クルド地域政府は「政治的なプレーヤー」になった

 イラク政府がキルクークでの住民投票を阻止できないのは、2014年6月に「イスラム国」(IS)がモスルを陥落させた後、「ペシュメルガ」と呼ばれるクルド人地域政府のクルド人部隊によって、キルクークが支配されているからである。この時、イラク軍治安部隊はISの前進を恐れて、キルクークから敗走した。キルクークがISの手に落ちるのを阻止したのはクルド人部隊だった。

モスル奪還作戦に参加するクルド人部隊(ロイター/アフロ)

 クルド地域政府は、すでにイラクの支配下にはない。今回の住民投票は、イラクでのクルド人勢力がすでに政治的・軍事的に得ている独立的な立場を、国際社会で誇示する意味がある。バルザニ議長はそれまで、クルド地域政府の大統領と言っても、国際的に注目されたことはなかった。しかし、今回、住民投票の実施をめぐって、欧米や国連やトルコやサウジアラビアの特使がバルザニ氏と会談した。さらに住民投票が圧倒的な多数の承認を受けたことで、今後、バルザニ氏はクルド人の意思を担う人物として浮上した。

 バルザニ氏には、自らが、イラクや中東の安定のために国際社会が対応しなければならない政治的なプレーヤーになったことをアピールする狙いがあるだろう。重要なのは「政治的なプレーヤー」ということである。

トランプ政権がクルド人に独立への希望をもたらす?

 クルド地域政府の独立を問う住民投票について書かれた分析記事の中で、ハーバード大学ケネディ行政大学院の国際安全保障問題研究員モルガン・カプラン氏が、米国の「フォーリン・アフェアーズ」誌で2017年4月に書いている「トランプ大統領がイラクのクルド人に独立への希望をもたらす」が参考になる。

 この中でカプラン氏は「最近、イラクのクルド地区を訪れて、多くの政治家、役人、ビジネスマンと話をしたが、彼らは『トランプ政権はクルドの独立について新たな好機をつくりだしている』と信じていた。クルドの民衆はトランプに対して、概ね、より楽観的である。イラクのクルド人がトランプ政権に大きな期待をかけているのは、米国の外交問題の専門家たちが同政権について懸念としていることの裏返しなのである」と書いている。

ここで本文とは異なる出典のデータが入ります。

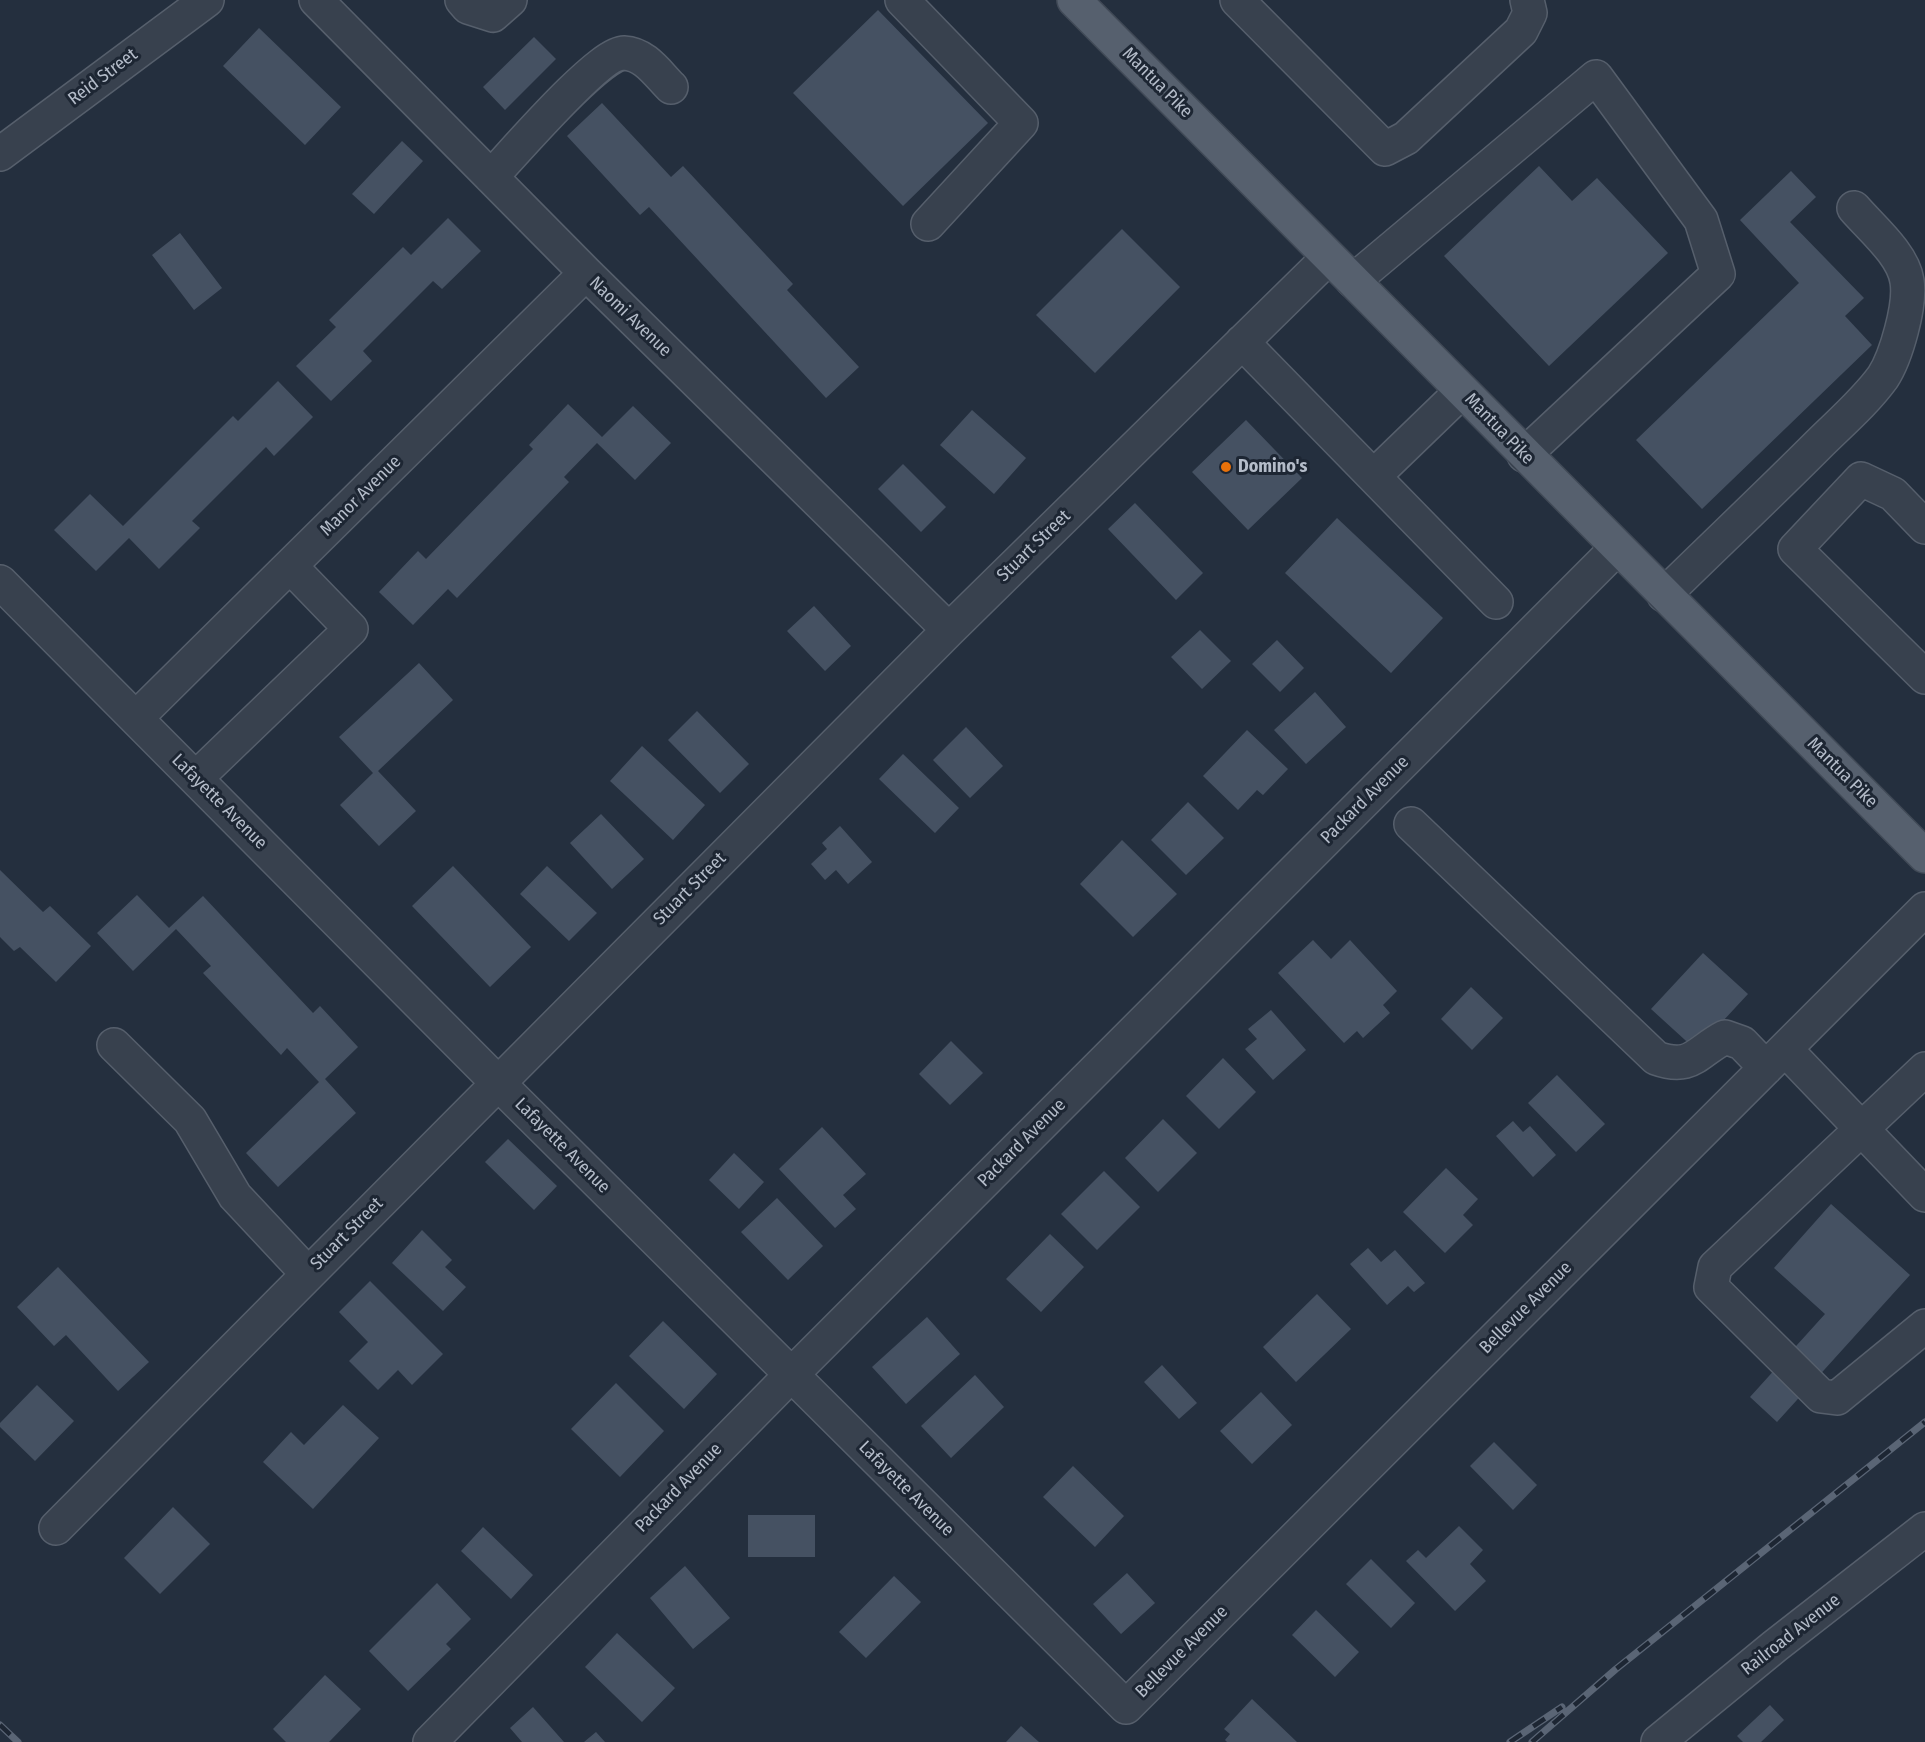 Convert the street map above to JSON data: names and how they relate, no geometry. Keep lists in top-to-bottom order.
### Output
{
  "streets": {
    "main road": ["Mantua Pike"],
    "street": [
      "Reid Street",
      "Naomi Avenue",
      "Manor Avenue",
      "Stuart Street",
      "Packard Avenue",
      "Lafayette Avenue",
      "Bellevue Avenue",
      "Railroad Avenue"
    ]
  },
  "crossings": [
    ["Mantua Pike", "Stuart Street"],
    ["Mantua Pike", "Packard Avenue"],
    ["Naomi Avenue", "Manor Avenue"],
    ["Naomi Avenue", "Stuart Street"],
    ["Manor Avenue", "Lafayette Avenue"],
    ["Stuart Street", "Lafayette Avenue"],
    ["Packard Avenue", "Lafayette Avenue"],
    ["Lafayette Avenue", "Bellevue Avenue"]
  ],
  "places": ["Domino's"]
}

 トランプ政権では米国の伝統的な外交を担ってきた専門家は外された。トランプ大統領自身、外交には不慣れであり、政権は従来の外交方針に縛られない立場をとっている。「米国務省は国家の領土統一を支持し、国家ではない存在を相手にしないとする外交政策を深く染みつかせているため、クルド外交についてはいつも埒が明かなかった」とカプラン氏は書く。

 これまで米国にとってクルド人は政治的プレーヤーではなく、外交の相手ではなかったということである。それに対して、「トランプ大統領はすでに確立された米国の政策や関係に縛られないことが知られている」とし、その例として、就任前に台湾と連絡をとり、米国の「一つの中国」政策に縛られないと示唆する発言をしたことをあげている。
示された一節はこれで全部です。